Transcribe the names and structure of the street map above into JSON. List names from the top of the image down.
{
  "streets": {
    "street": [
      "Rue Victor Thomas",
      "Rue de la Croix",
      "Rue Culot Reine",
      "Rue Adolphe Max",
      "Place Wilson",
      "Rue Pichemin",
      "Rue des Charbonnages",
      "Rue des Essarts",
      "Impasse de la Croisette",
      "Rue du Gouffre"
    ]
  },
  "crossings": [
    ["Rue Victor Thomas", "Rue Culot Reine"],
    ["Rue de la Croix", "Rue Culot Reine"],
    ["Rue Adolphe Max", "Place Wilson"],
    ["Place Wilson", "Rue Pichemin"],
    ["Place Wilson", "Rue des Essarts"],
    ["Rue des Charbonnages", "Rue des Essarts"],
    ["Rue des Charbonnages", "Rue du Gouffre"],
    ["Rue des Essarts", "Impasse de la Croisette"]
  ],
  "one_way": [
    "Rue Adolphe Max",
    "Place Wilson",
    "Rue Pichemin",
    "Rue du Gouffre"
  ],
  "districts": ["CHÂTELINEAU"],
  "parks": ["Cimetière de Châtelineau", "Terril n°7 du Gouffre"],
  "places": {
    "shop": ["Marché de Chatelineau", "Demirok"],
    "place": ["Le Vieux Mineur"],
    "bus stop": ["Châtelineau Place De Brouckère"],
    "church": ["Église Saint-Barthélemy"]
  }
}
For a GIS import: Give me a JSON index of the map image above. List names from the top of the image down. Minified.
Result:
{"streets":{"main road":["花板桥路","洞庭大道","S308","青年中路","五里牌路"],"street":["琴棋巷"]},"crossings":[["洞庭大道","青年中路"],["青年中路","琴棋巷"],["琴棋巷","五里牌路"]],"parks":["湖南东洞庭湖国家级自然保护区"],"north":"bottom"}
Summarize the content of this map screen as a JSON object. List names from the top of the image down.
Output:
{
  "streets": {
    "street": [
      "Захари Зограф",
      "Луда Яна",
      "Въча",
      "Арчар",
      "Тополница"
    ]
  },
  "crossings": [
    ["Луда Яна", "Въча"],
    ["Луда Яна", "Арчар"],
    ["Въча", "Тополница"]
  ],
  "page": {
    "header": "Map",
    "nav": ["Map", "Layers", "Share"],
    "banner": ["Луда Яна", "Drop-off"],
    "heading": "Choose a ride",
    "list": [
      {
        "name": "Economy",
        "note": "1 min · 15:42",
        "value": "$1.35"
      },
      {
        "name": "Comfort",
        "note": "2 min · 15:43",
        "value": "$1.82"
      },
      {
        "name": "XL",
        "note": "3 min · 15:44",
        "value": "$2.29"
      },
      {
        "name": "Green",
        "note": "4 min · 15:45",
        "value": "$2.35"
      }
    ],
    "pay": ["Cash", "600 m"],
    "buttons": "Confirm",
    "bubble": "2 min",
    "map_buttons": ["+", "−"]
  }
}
──────
Required action: From the data, pick out every line that includes "Essarts".

Answer to this task:
      "Rue des Essarts",
    ["Place Wilson", "Rue des Essarts"],
    ["Rue des Charbonnages", "Rue des Essarts"],
    ["Rue des Essarts", "Impasse de la Croisette"]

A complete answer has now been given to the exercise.